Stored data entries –
Segment Open

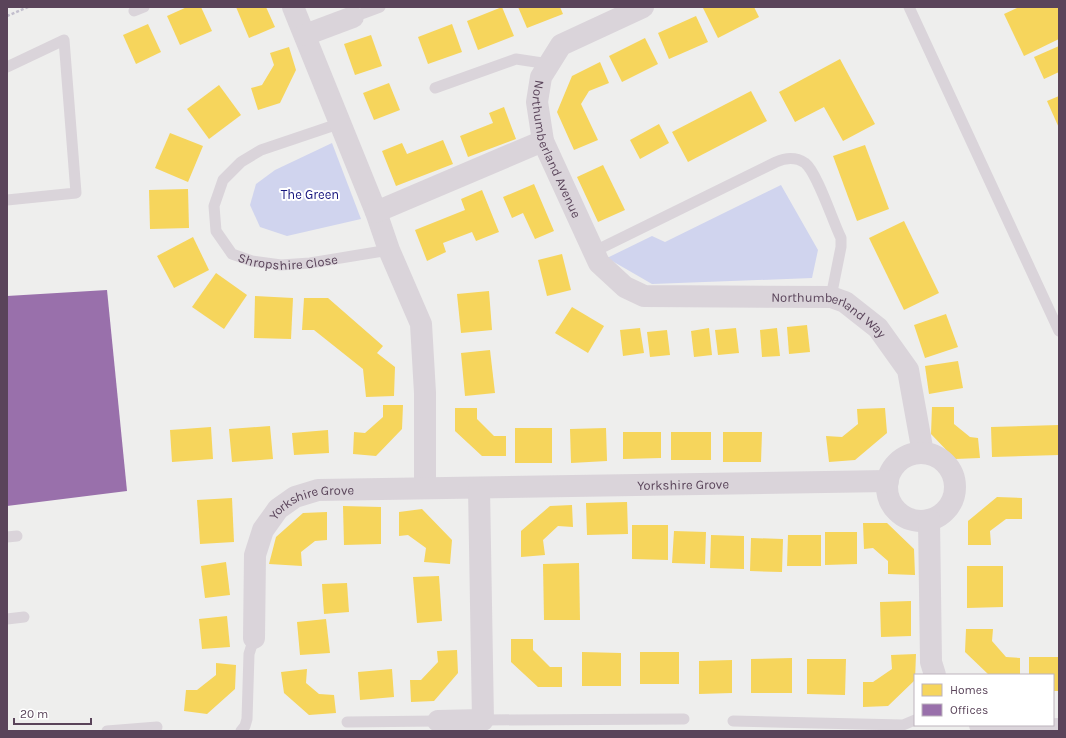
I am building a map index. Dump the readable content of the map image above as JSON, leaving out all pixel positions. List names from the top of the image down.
{
  "streets": {
    "street": ["Northumberland Avenue", "Northumberland Way", "Yorkshire Grove"],
    "lane": ["Shropshire Close"]
  },
  "crossings": [
    ["Northumberland Avenue", "Northumberland Way"],
    ["Northumberland Way", "Yorkshire Grove"]
  ],
  "parks": ["The Green"],
  "legend": ["Homes", "Offices"],
  "scale_bar": "20 m"
}
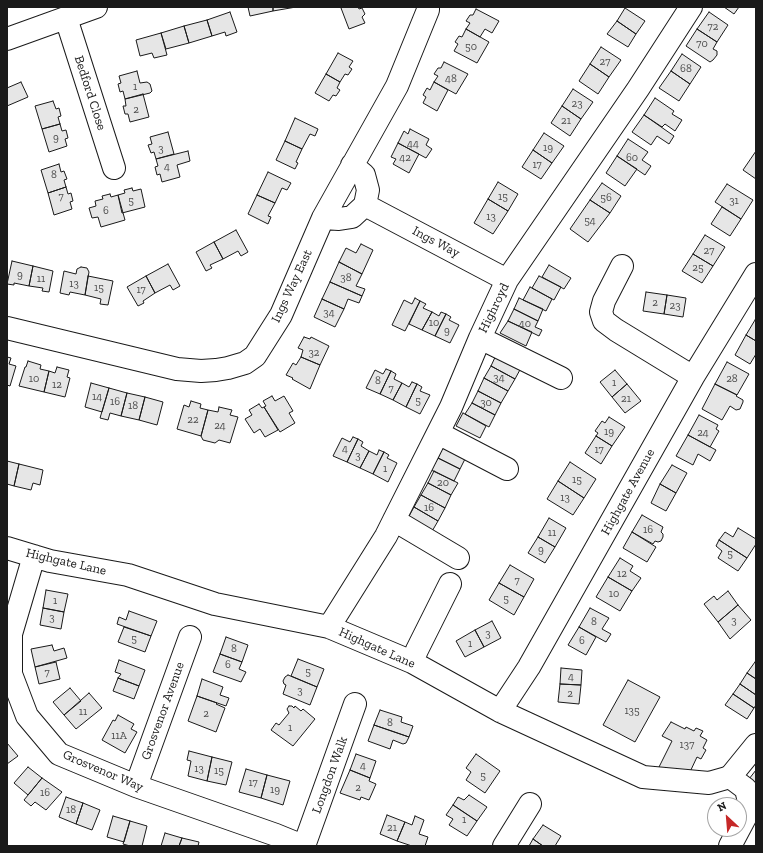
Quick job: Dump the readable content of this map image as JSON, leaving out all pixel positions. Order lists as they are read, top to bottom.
{
  "streets": {
    "street": [
      "Bedford Close",
      "Ings Way",
      "Ings Way East",
      "Highroyd",
      "Highgate Avenue",
      "Highgate Lane",
      "Grosvenor Avenue",
      "Grosvenor Way",
      "Longdon Walk"
    ]
  },
  "crossings": [
    ["Ings Way", "Highroyd"],
    ["Highroyd", "Highgate Lane"],
    ["Highgate Avenue", "Highgate Lane"],
    ["Highgate Lane", "Grosvenor Way"],
    ["Grosvenor Avenue", "Grosvenor Way"],
    ["Grosvenor Way", "Longdon Walk"]
  ],
  "house_numbers": [
    "72",
    "70",
    "50",
    "27",
    "68",
    "48",
    "1",
    "23",
    "2",
    "21",
    "9",
    "44",
    "19",
    "3",
    "42",
    "60",
    "17",
    "4",
    "8",
    "7",
    "15",
    "56",
    "5",
    "31",
    "6",
    "13",
    "54",
    "27",
    "25",
    "9",
    "38",
    "11",
    "13",
    "15",
    "17",
    "2",
    "23",
    "34",
    "10",
    "40",
    "9",
    "32",
    "34",
    "10",
    "28",
    "8",
    "1",
    "12",
    "7",
    "14",
    "21",
    "5",
    "16",
    "30",
    "18",
    "22",
    "24",
    "19",
    "24",
    "4",
    "17",
    "3",
    "1",
    "15",
    "20",
    "13",
    "16",
    "16",
    "11",
    "9",
    "5",
    "12",
    "7",
    "10",
    "5",
    "1",
    "3",
    "3",
    "8",
    "3",
    "5",
    "6",
    "1",
    "8",
    "6",
    "5",
    "7",
    "4",
    "3",
    "2",
    "135",
    "11",
    "2",
    "8",
    "1",
    "11A",
    "137",
    "4",
    "13",
    "15",
    "5",
    "17",
    "2",
    "19",
    "16",
    "18",
    "1",
    "21"
  ],
  "north": "top left"
}
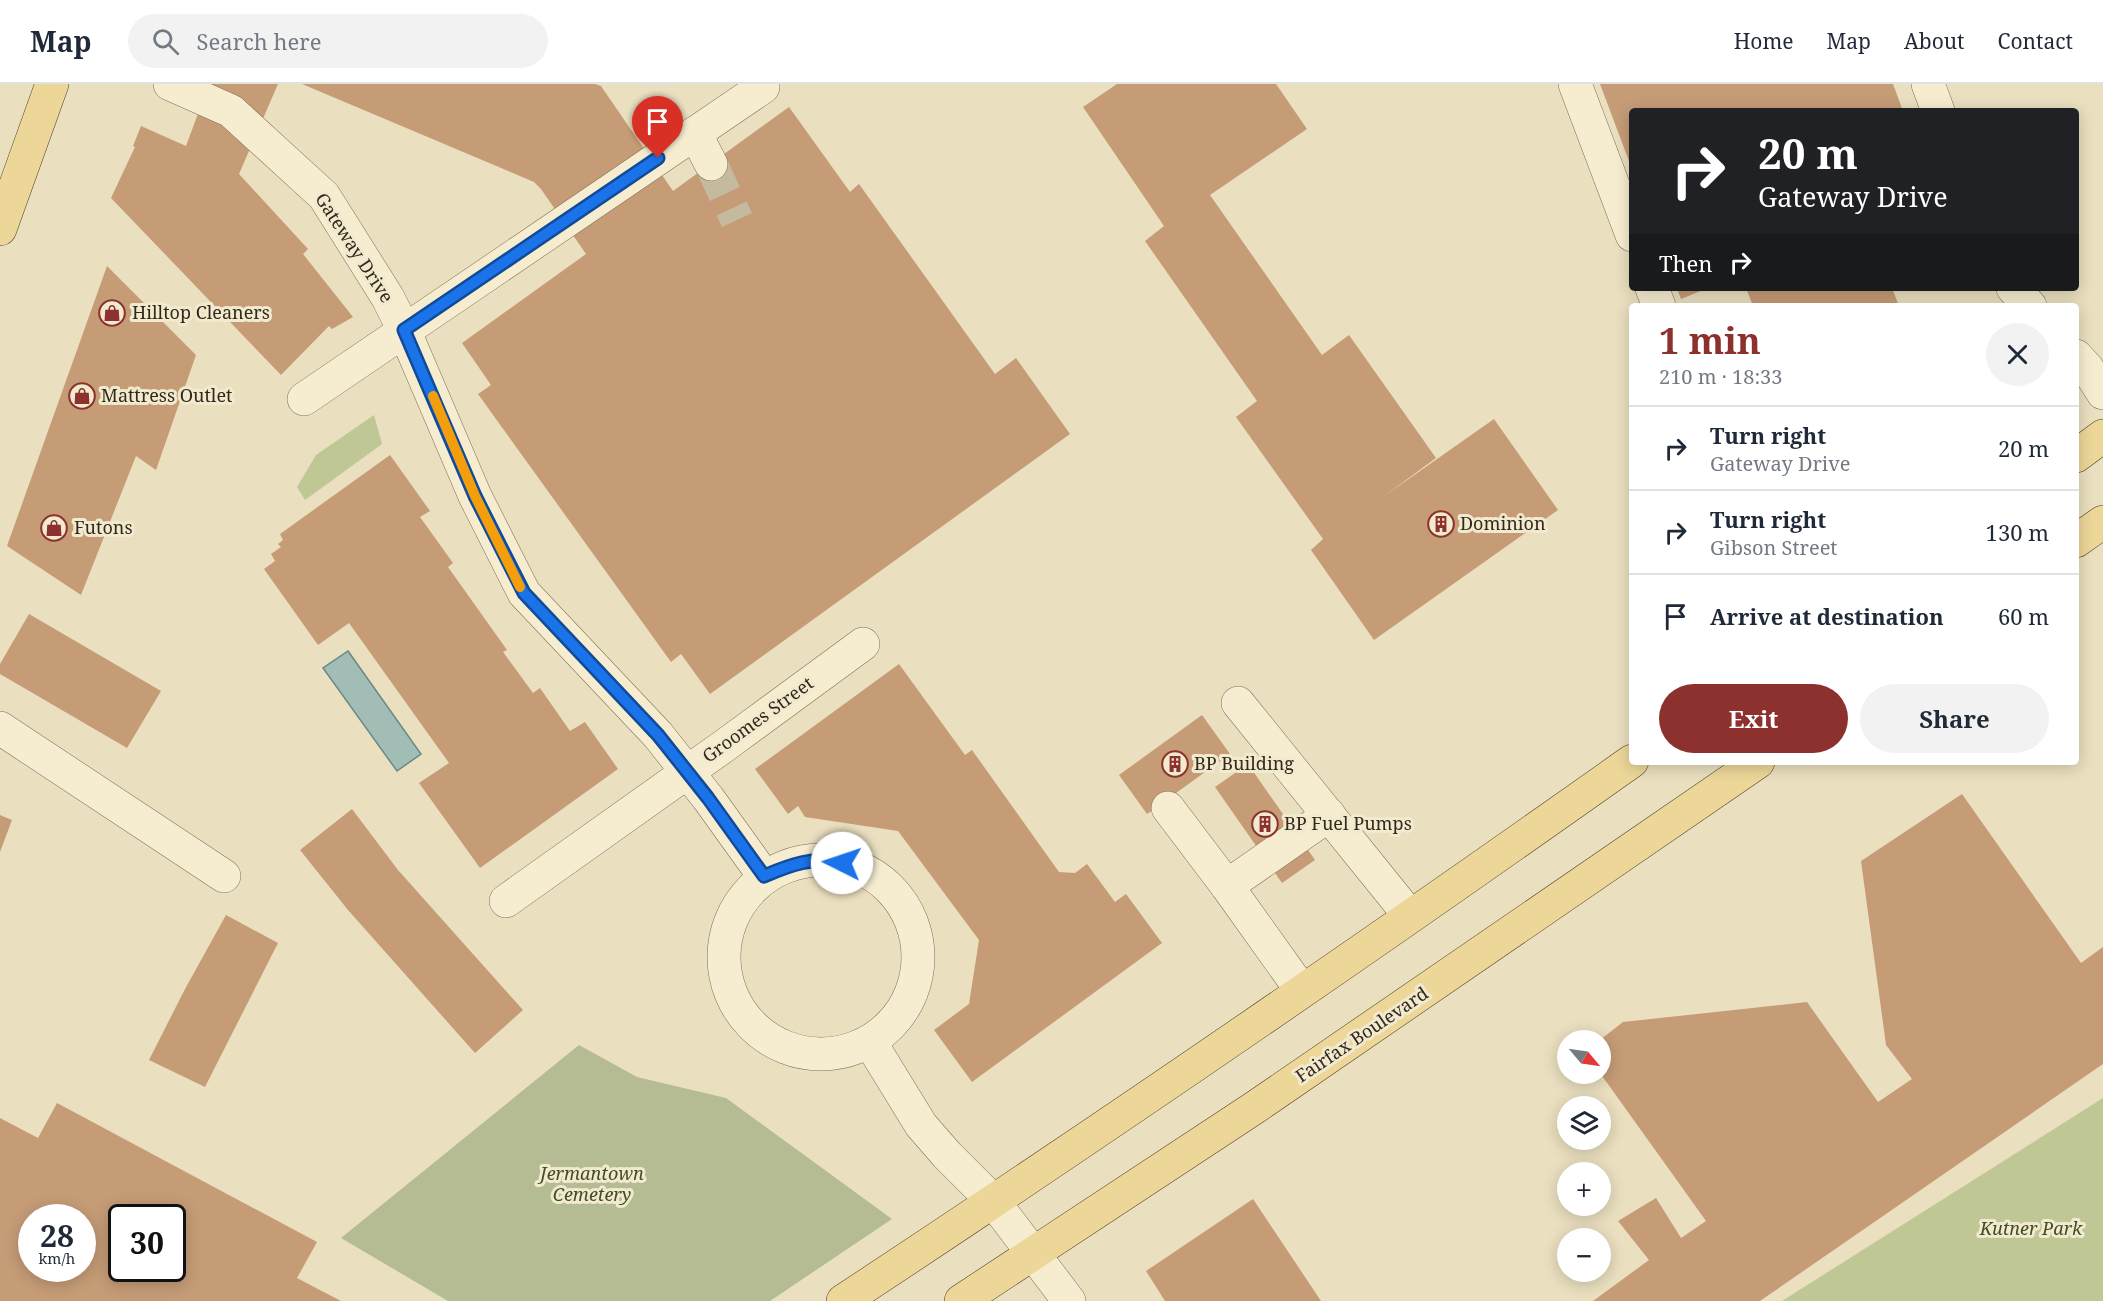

Segment Closed

TASK BRIEF – Look over the records above and copy each line that includes the string "content".

ANSWER TO THIS TASK –
I am building a map index. Dump the readable content of the map image above as JSON, leaving out all pixel positions. List names from the top of the image down.
Quick job: Dump the readable content of this map image as JSON, leaving out all pixel positions. Order lists as they are read, top to bottom.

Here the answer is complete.